The notion of creating a military that is a perfect demographic reflection of the society it serves may also be impossible given the nation’s continuously shifting racial and ethnic milieu. As SFFA v. Harvard and UNC made clear, “University programs must comply with strict scrutiny, they may never use race as a stereotype or negative, and—at some point—they must end.” What holds true for civilian institutions is equally applicable to military academies: Any use of race to admit one group necessarily disfavors another group, perpetuates racial tropes and stereotypes, and, due to this nation’s increasing heterogeneity, will never have a “logical endpoint.”
Military professionalism demands differentiation between the military and the society it serves.
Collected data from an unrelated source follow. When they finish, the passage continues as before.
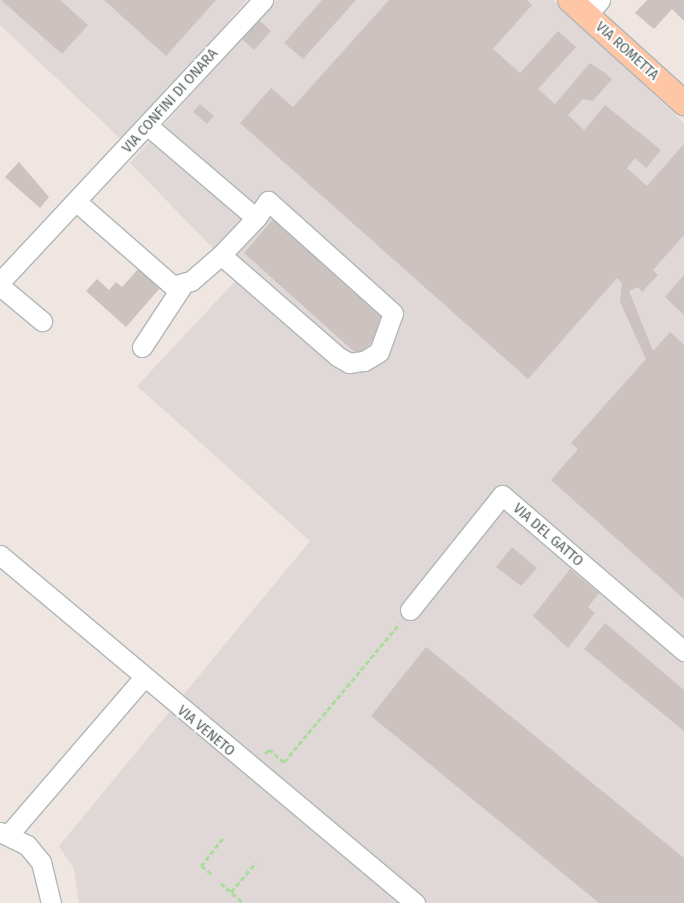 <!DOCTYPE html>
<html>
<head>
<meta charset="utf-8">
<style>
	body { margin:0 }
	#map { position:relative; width:684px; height:903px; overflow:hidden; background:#efe5e1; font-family:"Fira Sans Condensed",sans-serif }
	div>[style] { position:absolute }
	.industrial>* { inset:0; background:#dfd8d6 }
	.building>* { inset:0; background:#ccc2c0 }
	.path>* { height:2.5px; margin-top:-1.25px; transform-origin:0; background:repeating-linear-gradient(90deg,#aadc9c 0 5px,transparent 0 7.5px) }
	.roads { filter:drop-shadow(1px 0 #afb7b8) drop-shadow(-1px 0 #afb7b8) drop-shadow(0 1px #afb7b8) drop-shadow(0 -1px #afb7b8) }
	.minor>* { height:19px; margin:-9.5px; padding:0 9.5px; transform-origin:9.5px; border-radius:9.5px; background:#fff }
	.major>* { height:24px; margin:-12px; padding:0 12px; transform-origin:12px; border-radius:12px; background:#ffc6a6 }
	span { translate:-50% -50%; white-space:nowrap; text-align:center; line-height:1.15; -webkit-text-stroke:4px #fff; paint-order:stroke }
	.street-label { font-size:15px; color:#5a6364 }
</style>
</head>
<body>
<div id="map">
	<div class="industrial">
		<i style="clip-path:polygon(0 0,247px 0,124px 142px,0 25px)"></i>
		<i style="clip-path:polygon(276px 0,553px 0,684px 123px,684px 903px,79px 903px,74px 869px,59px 846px,310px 541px,137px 386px,240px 276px,130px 163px)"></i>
	</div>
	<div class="building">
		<i style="clip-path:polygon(1px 0,60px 0,88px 25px,62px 54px)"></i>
		<i style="clip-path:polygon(104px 0,216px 0,166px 56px)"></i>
		<i style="clip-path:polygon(322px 0,356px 0,303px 59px,284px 43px)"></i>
		<i style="clip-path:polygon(389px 0,527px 0,532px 5px,493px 49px,520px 73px,558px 31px,576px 47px,538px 89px,555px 104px,590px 63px,605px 73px,612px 79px,593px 101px,583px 99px,568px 115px,584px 130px,605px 105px,661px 150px,646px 168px,635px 158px,627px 168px,647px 186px,684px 144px,684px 235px,653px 270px,658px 275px,642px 292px,638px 287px,629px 291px,653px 351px,670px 332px,684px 345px,684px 599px,551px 480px,578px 449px,571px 443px,646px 359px,620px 302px,622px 283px,617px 278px,528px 379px,240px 123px,271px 88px,293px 107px)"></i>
		<i style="clip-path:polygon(647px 0,684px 0,684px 21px,672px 9px,654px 29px,635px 13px)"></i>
		<i style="clip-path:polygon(259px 20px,271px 31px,254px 50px,242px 39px)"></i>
		<i style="clip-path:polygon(200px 104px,214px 116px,207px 124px,193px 112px)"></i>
		<i style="clip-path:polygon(19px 162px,49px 197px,40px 208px,5px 177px)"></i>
		<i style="clip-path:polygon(275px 217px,391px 321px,359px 356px,244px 253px)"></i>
		<i style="clip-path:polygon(139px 268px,161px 287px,126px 327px,86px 291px,97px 279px,109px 290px,116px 282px,122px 287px)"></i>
		<i style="clip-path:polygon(684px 275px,684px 315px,665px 297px)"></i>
		<i style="clip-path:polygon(512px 547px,537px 568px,521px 586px,496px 567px)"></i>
		<i style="clip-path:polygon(570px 569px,599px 593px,588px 607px,595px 613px,568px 648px,533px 616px)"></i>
		<i style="clip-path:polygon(605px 623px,684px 690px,684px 731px,584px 649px)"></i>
		<i style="clip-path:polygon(426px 647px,684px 858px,684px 903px,599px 903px,371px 716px)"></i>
	</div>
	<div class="path">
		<i style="left:265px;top:754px;width:6px;rotate:-51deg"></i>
		<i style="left:269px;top:749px;width:20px;rotate:41deg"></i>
		<i style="left:284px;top:762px;width:181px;rotate:-50.2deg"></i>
		<i style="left:211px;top:874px;width:13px;rotate:-141deg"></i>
		<i style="left:201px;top:866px;width:36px;rotate:-52deg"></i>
		<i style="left:221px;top:883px;width:28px;rotate:42deg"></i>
		<i style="left:231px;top:892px;width:38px;rotate:-50deg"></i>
	</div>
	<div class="roads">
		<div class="minor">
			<i style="left:587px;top:15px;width:20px;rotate:-49deg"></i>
			<i style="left:147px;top:125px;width:143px;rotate:40.5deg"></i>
			<i style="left:256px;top:218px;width:51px;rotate:133.4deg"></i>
			<i style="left:221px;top:255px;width:154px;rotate:41deg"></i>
			<i style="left:337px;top:356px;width:14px;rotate:30deg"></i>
			<i style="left:349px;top:363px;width:15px;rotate:-8deg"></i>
			<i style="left:364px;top:361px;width:17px;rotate:-31deg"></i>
			<i style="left:379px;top:352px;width:41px;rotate:-70.3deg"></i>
			<i style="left:393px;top:313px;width:168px;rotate:-138.1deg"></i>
			<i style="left:268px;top:201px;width:21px;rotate:125deg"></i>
			<i style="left:78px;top:203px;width:126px;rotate:41.1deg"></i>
			<i style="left:173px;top:286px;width:19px;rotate:-16deg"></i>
			<i style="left:191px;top:281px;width:40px;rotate:-41deg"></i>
			<i style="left:0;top:282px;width:386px;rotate:-47deg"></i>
			<i style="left:0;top:286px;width:55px;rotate:39.8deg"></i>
			<i style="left:142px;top:347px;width:77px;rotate:-56.7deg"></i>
			<i style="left:0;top:555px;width:542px;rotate:39.98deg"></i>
			<i style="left:410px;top:610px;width:147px;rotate:-51.3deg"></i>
			<i style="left:502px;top:495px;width:240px;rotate:40.6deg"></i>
			<i style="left:0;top:832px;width:30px;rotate:26deg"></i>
			<i style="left:27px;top:845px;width:22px;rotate:51deg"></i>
			<i style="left:41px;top:862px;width:42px;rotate:76.3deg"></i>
			<i style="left:9px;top:834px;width:206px;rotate:-49.3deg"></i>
		</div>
		<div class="major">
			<i style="left:570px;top:0;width:154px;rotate:42.1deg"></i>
		</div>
	</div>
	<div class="street-label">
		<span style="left:627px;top:51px;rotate:42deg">VIA ROMETTA</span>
		<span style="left:170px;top:101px;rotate:-48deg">VIA CONFINI DI ONARA</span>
		<span style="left:548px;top:535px;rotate:41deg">VIA DEL GATTO</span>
		<span style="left:206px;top:731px;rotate:40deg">VIA VENETO</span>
	</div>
</div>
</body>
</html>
This does not mean the military should not superficially look like society, but it also does not mean it must superficially look like society. In fact, it may be more critical to have geographic and socioeconomic diversity than racial or ethnic diversity in a heterogeneous and pluralistic society like the United States.
By virtue of the congressional nomination process for military-academy appointments, aspects of geographic diversity are already infused into the process. What the Supreme Court made clear is that using race as a determinative factor to reward some groups at the expense of others in the admissions process is pernicious, immoral, and counter to law and constitutional norms. Military academies have no more compelling interest than do their civilian counterparts in elevating race above merit. They therefore must comply with the Court’s decision in SFFA v. Harvard and UNC.
Chief Justice Roberts eloquently said, “Many universities have for too long wrongly concluded that the touchstone of an individual’s identity is not challenges bested, skills built, or lessons learned, but the color of their skin. This Nation’s constitutional history does not tolerate that choice.” Consequently, there can be no logical, legal, or constitutional basis for exceptions to this rule at our nation’s military academies.
J.A. Cauthen, a retired naval officer, graduated from the U.S. Naval Academy in 2002 and taught in the history department from 2007 to 2010.